Выбрать главу

Отец счел представителей Культуры изнеженными дураками: когда он предложил взять на службу одного из своих детей, Культуру заинтересовала Анаплиан, а не ее братья. Даже Ксайд Хирлис упал в глазах короля, когда предложил отправить в Культуру маленькую Джан. Между тем, насколько знала Анаплиан, Хирлиса отец ставил выше всех, кроме разве что тила Лоэспа.

Ее отец даже не стал делать вид, будто его расстраивает такой выбор, – пусть себе забирают скандальную, вечно недовольную, никчемную дочь, только бы не одного из драгоценных сыновей.

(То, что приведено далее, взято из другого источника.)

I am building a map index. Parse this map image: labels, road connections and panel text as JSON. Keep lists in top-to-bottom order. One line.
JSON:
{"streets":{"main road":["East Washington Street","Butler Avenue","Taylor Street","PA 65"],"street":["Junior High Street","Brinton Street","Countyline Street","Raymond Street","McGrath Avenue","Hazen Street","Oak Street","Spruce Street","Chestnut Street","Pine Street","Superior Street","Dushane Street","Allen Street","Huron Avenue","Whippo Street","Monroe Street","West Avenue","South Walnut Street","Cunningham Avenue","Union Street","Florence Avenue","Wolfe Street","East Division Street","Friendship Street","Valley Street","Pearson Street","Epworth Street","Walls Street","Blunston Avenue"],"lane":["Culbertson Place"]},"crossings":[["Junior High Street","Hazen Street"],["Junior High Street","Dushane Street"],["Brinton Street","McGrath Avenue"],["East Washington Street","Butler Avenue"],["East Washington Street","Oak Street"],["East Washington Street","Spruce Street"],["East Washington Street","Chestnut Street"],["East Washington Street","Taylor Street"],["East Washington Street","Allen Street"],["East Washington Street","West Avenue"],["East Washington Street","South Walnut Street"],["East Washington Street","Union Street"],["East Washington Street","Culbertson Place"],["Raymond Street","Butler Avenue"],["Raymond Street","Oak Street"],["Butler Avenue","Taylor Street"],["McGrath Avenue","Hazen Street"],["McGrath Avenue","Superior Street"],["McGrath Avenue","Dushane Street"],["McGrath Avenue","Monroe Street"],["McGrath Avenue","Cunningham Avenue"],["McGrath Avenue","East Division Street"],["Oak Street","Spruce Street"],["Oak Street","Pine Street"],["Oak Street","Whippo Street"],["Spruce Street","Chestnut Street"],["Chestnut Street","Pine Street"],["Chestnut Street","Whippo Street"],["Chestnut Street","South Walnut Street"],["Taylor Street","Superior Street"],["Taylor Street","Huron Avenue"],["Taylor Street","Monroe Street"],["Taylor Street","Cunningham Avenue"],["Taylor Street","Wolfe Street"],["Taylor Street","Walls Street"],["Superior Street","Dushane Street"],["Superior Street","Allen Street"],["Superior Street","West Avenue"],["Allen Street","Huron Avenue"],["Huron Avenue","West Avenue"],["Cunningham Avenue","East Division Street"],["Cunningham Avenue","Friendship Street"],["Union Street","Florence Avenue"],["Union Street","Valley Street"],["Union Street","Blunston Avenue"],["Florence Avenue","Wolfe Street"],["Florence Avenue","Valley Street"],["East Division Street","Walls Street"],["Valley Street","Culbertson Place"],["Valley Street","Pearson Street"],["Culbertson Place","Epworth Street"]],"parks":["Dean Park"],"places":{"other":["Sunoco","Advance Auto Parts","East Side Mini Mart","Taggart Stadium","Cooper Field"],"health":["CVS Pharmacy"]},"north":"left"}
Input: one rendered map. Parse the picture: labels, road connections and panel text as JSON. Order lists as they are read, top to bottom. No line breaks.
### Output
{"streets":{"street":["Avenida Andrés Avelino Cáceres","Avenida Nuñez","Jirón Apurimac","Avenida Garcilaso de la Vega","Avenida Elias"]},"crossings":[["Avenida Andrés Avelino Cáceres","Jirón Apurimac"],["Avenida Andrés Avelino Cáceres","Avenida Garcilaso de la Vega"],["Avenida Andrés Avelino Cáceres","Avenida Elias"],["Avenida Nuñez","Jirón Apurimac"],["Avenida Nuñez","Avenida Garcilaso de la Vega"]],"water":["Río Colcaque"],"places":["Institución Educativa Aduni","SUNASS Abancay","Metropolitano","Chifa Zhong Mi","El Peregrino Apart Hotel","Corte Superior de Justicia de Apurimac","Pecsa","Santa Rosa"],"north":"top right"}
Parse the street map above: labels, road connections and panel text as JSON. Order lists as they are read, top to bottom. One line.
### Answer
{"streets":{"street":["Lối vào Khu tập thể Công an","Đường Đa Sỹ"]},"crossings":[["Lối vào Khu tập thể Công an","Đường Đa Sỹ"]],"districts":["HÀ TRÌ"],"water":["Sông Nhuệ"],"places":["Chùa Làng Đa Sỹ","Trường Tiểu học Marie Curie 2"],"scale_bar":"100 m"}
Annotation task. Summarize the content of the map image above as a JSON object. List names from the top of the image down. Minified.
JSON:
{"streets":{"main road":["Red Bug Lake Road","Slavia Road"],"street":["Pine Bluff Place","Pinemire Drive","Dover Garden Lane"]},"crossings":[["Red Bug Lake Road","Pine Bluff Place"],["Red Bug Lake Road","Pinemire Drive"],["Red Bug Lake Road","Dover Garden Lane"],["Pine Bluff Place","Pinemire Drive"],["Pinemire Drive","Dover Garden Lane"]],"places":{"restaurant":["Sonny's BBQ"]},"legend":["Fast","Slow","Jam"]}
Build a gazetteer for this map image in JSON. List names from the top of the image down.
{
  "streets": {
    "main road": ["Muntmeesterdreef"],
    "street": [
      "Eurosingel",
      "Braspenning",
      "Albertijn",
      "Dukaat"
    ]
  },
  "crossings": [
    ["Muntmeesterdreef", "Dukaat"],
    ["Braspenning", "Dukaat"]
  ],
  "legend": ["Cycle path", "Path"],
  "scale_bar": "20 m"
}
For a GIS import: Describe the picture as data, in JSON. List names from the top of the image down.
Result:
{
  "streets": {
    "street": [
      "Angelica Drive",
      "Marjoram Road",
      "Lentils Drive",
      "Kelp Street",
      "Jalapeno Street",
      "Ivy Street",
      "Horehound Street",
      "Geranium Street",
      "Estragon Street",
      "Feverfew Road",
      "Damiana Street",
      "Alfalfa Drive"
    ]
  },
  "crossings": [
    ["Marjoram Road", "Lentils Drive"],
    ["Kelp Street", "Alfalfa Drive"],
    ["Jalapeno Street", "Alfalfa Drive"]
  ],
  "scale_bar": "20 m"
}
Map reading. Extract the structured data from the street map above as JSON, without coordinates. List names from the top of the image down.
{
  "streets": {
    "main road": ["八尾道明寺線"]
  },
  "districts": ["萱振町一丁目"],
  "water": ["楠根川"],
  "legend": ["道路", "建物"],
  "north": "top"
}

Если, конечно, она хочет уехать. Представители Культуры ясно дали понять, что принуждать ее не станут. Как только они спросили, выбора у девочки, конечно, не осталось: отец расценил сделку как идеальную и стал торопить дочь с отъездом, прежде чем Культура прозреет и передумает. Но Анаплиан в любом случае сделала бы именно такой выбор.

Она притворялась. Она притворялась (перед отцом и двором), что не хочет уезжать в Культуру – точно так же от невесты ждут, что она «не захочет» переезжать к мужу. Анаплиан предполагала, что представители Культуры поймут: это лишь игра ради соблюдения приличий, следование традициям. Так и случилось, и, когда пришло время, она уехала вместе с ними. И ни разу не пожалела об этом.

Настигали – и нередко – приступы тоски по дому и братьям. Даже по отцу. Бывало, она много ночей подряд засыпала со слезами на глазах. Но ни разу, ни на одно мгновение не пожалела о сделанном выборе.

Значит, ее долг состоял в том, чтобы остаться здесь. Так сказал и отец. Так считала Культура – даже руководство Особых Обстоятельств, которое рассчитывало на нее: надо было остаться. Никто на Восьмом ее не ждал. А если бы она вернулась, то вряд ли принесла бы пользу.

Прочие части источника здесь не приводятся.